Higgs phenomenology in Type-I 2HDM with U(1)H Higgs gauge symmetry

It is well known that generic two-Higgs-doublet models (2HDMs) suffer from potentially large Higgs-mediated flavor-changing neutral current (FCNC) problem, unless additional symmetries are imposed on the Higgs fields thereby respecting the Natural Flavor Conservation Criterion (NFC) by Glashow and Weinberg. A common way to respect the NFC is to impose Z(2) symmetry which is softly broken by a dim-2 operator. Another new way is to introduce local U(1)(H) Higgs flavor symmetry that distinguishes one Higgs doublet from the other. In this paper, we consider the Higgs phenomenology in Type-I 2HDMs with the U(1)(H) symmetry with the simplest U(1)(H) assignments that the SM fermions are all neutral under U(1)(H), and we make detailed comparison with the ordinary Type-I 2HDM. After imposing various constraints such as vacuum stability and perturbativity as well as the electroweak precision observables and collider search bounds on charged Higgs boson, we find that the allowed Higgs signal strengths in our model are much broader than those in the ordinary Type-I 2HDM, because of newly introduced U(1)(H)-charged singlet scalar and U(1)(H) gauge boson.
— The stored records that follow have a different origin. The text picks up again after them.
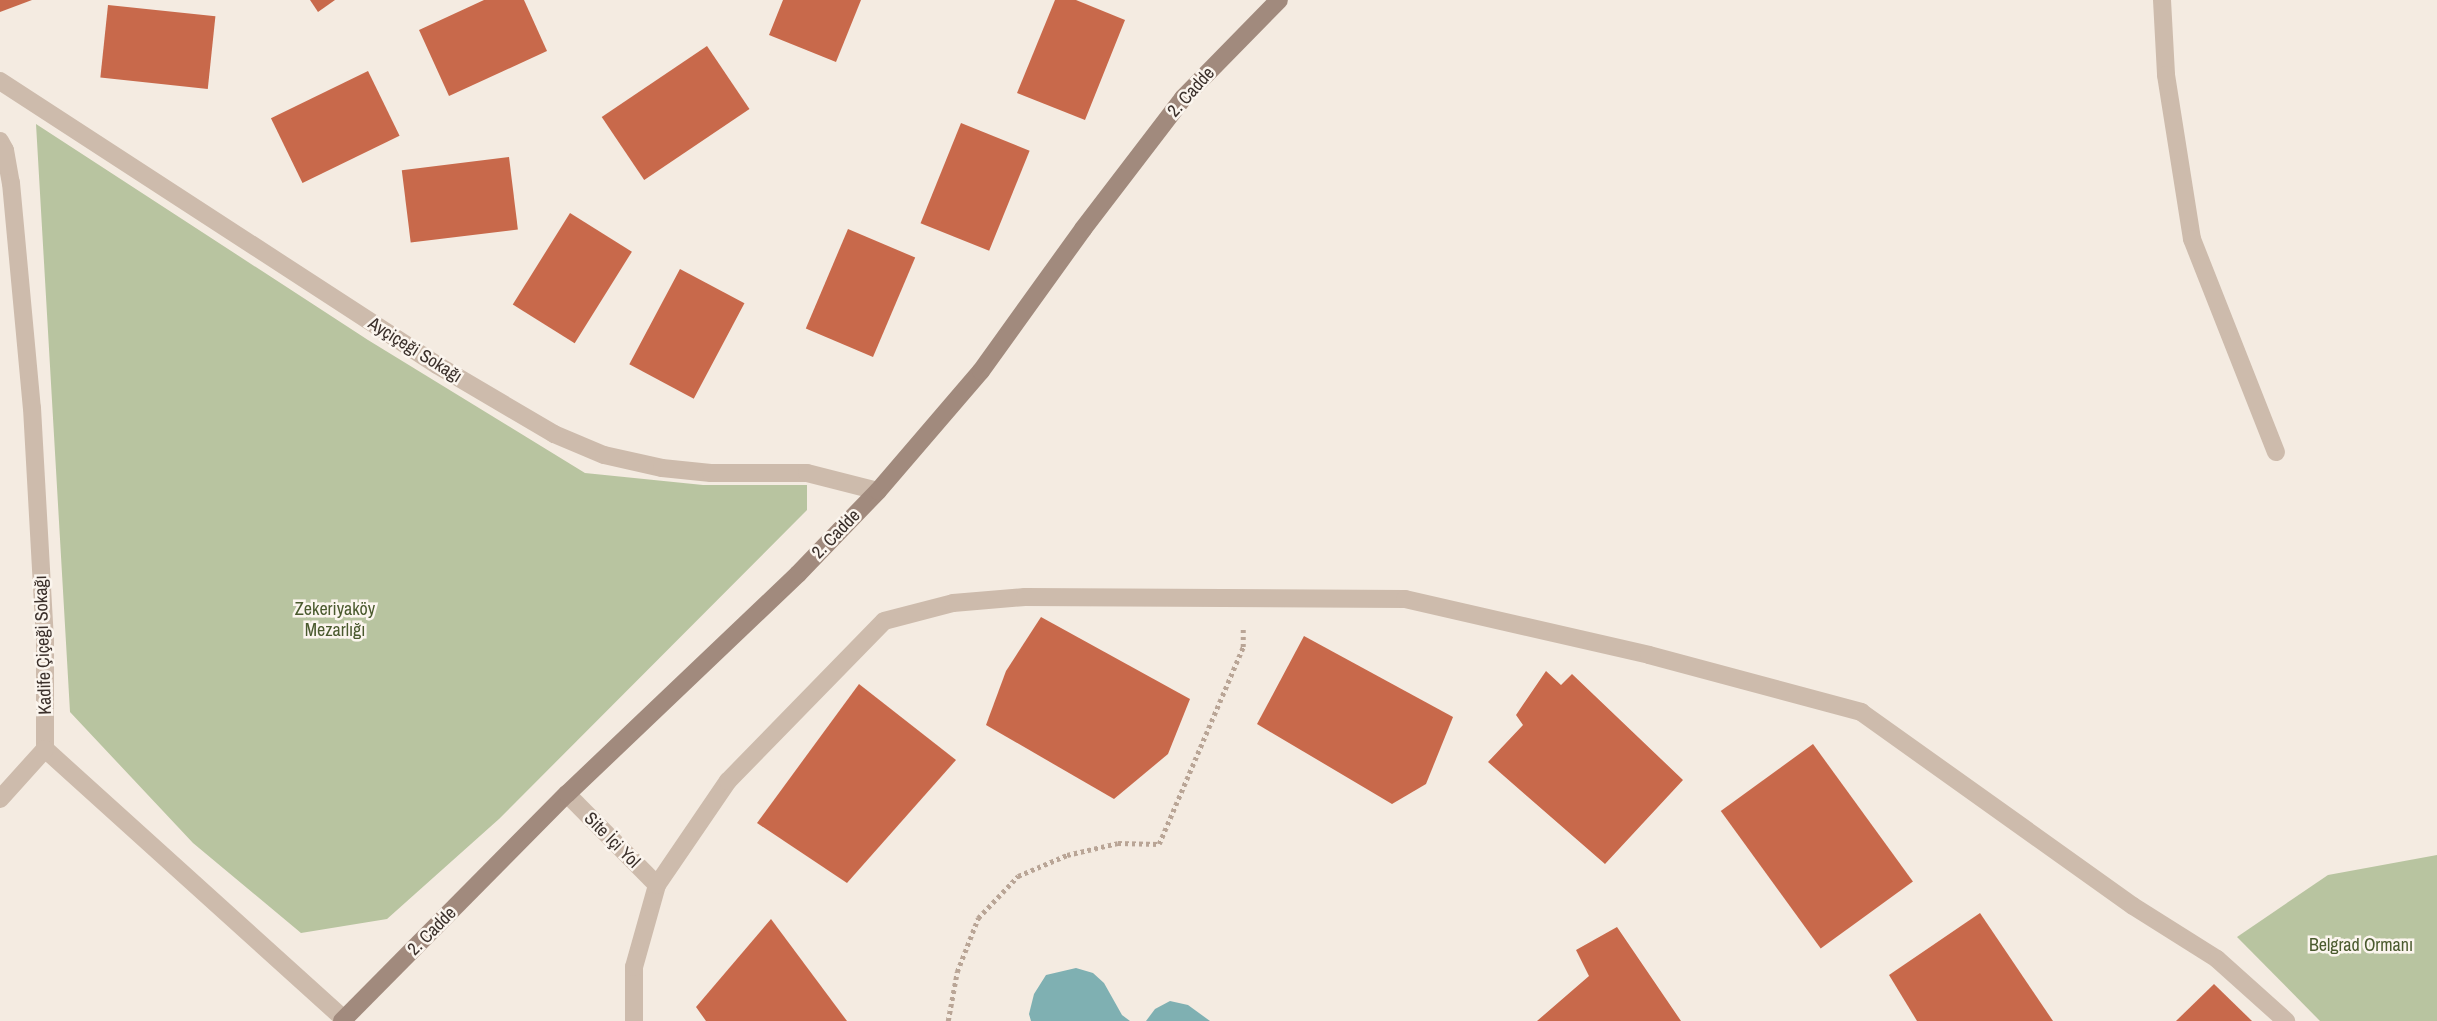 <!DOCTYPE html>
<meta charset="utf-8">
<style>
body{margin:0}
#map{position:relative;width:2437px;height:1021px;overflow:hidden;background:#f4ebe1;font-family:"Archivo Narrow",sans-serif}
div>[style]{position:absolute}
.green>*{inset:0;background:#b8c4a0}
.water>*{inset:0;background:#7fb0b2}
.building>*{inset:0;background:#c8694b;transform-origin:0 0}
.path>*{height:4.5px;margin-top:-2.25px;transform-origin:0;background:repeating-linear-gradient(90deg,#b9a596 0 3.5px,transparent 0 7px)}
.lane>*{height:18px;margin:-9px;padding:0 9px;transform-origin:9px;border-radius:9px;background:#cdbbac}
.street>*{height:18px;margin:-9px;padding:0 9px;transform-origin:9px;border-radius:9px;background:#cdbbac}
.secondary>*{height:18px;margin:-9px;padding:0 9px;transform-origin:9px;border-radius:9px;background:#a18a7d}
span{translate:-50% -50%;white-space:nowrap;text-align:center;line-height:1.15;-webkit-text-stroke:5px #fbf5ee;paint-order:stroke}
.street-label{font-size:18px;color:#3b302b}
.park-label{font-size:18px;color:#4a5a2e}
</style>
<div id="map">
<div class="green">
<i style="clip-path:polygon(36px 124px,368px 340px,585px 473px,703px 485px,807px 485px,807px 510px,499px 819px,387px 919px,301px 933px,193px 843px,70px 712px)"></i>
<i style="clip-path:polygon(2437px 855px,2437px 1021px,2320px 1021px,2237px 937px,2328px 875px)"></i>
</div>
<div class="water">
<i style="clip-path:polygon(1076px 968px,1093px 973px,1104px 983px,1122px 1015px,1130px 1021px,1031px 1021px,1029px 1014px,1034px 994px,1046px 975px)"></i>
<i style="clip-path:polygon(1170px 1001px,1188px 1005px,1210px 1021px,1146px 1021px,1155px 1009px)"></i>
</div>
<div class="building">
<i style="clip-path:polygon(0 0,32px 0,0 12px)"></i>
<i style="clip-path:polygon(310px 0,335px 0,318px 12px)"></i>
<i style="clip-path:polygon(484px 0,524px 0,547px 51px,449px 96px,419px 30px)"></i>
<i style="clip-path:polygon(783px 0,861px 0,836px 62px,769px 35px)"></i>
<i style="clip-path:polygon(1055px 0,1076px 0,1125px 20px,1085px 120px,1017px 93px)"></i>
<i style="left:108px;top:5px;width:108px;height:73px;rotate:6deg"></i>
<i style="left:707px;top:46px;width:76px;height:127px;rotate:56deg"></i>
<i style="left:368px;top:71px;width:72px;height:108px;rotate:64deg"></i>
<i style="left:961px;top:123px;width:74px;height:108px;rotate:22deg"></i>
<i style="left:509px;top:157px;width:73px;height:108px;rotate:83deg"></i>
<i style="left:570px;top:213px;width:73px;height:108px;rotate:32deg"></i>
<i style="left:848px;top:229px;width:73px;height:108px;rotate:23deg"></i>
<i style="left:680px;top:269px;width:73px;height:108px;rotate:28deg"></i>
<i style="clip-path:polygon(1041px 617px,1190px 699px,1168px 754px,1114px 799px,986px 725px,1006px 671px)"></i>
<i style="clip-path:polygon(1304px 636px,1453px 717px,1426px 784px,1392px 804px,1257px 724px)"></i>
<i style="clip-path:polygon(1546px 671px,1561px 685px,1572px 674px,1683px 780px,1605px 864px,1488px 762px,1523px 725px,1516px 715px)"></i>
<i style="clip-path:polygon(859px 684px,956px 760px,847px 883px,757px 823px)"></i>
<i style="left:1813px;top:744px;width:170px;height:114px;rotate:54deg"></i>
<i style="clip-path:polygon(1980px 913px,2053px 1021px,1917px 1021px,1889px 975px)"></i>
<i style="clip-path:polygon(771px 919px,847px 1021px,706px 1021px,696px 1007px)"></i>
<i style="clip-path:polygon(1617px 927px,1681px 1021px,1537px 1021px,1589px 976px,1576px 950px)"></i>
<i style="clip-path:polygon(2214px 984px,2252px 1021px,2176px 1021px)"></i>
</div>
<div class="path">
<i style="left:948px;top:1021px;width:50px;rotate:-79.6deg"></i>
<i style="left:957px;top:972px;width:58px;rotate:-68.7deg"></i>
<i style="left:978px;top:918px;width:58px;rotate:-46.4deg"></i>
<i style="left:1018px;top:876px;width:53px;rotate:-23.2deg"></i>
<i style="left:1067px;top:855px;width:52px;rotate:-13.2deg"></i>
<i style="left:1118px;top:843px;width:41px;rotate:1.4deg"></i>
<i style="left:1159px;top:844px;width:214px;rotate:-66.9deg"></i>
<i style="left:1243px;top:647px;width:19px;rotate:-90deg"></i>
</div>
<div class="lane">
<i style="left:2162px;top:0;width:75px;rotate:86.9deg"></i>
<i style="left:2166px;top:75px;width:166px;rotate:81deg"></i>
<i style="left:2192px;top:239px;width:229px;rotate:68.5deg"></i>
<i style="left:567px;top:794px;width:128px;rotate:45.3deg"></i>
<i style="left:634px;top:1021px;width:54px;rotate:-90deg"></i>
<i style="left:634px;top:967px;width:85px;rotate:-74.3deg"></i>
<i style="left:657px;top:885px;width:126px;rotate:-55.7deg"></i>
<i style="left:728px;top:781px;width:223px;rotate:-45.7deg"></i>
<i style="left:884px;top:621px;width:71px;rotate:-14.6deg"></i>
<i style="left:953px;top:603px;width:72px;rotate:-4.8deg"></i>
<i style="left:1025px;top:597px;width:380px;rotate:0.3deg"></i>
<i style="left:1405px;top:599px;width:250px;rotate:12.9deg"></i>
<i style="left:1649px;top:655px;width:220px;rotate:15deg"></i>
<i style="left:1861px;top:712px;width:334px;rotate:35.5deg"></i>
<i style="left:2133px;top:906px;width:99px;rotate:32.2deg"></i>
<i style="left:2217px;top:959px;width:93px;rotate:41.9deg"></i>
</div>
<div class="street">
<i style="left:0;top:81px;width:521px;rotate:33.02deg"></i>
<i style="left:437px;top:365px;width:136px;rotate:30.5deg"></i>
<i style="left:554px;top:434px;width:54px;rotate:22.8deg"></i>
<i style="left:604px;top:455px;width:59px;rotate:12.6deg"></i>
<i style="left:662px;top:468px;width:49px;rotate:5.8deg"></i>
<i style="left:711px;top:473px;width:96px"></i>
<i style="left:807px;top:473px;width:73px;rotate:14.2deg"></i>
<i style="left:0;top:141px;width:10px;rotate:61deg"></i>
<i style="left:5px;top:150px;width:34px;rotate:80deg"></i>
<i style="left:11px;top:183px;width:226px;rotate:84.7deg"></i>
<i style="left:32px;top:408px;width:229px;rotate:86.8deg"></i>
<i style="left:45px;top:637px;width:112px;rotate:90deg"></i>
<i style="left:45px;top:749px;width:403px;rotate:42.1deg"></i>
<i style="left:0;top:799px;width:67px;rotate:-48deg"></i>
</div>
<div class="secondary">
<i style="left:342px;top:1021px;width:320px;rotate:-45.3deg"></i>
<i style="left:567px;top:794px;width:319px;rotate:-43.6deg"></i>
<i style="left:798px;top:574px;width:115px;rotate:-46.1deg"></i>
<i style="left:878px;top:491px;width:158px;rotate:-49.4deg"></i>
<i style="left:981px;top:371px;width:175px;rotate:-54.3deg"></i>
<i style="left:1083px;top:229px;width:165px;rotate:-52.6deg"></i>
<i style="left:1183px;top:98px;width:137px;rotate:-45.6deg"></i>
</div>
<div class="street-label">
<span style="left:1191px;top:92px;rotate:-48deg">2. Cadde</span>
<span style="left:415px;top:350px;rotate:32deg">Ayçiçeği Sokağı</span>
<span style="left:836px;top:534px;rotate:-46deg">2. Cadde</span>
<span style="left:43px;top:645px;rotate:-92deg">Kadife Çiçeği Sokağı</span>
<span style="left:612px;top:840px;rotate:45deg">Site İçi Yol</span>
<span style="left:432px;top:931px;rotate:-45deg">2. Cadde</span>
</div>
<div class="park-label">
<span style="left:335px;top:620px">Zekeriyaköy<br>Mezarlığı</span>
<span style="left:2361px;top:945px">Belgrad Ormanı</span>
</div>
</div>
Still the ATLAS data on gg -> h -> gamma gamma cannot be accommodated. Our model could be distinguished from the ordinary 2HDM with the Z(2) symmetry in a certain parameter region and some channels. If the couplings of the new boson turn out to be close to those in the SM, it would be essential to search for extra U(1)(H) gauge boson and/or one more neutral scalar boson to distinguish two models.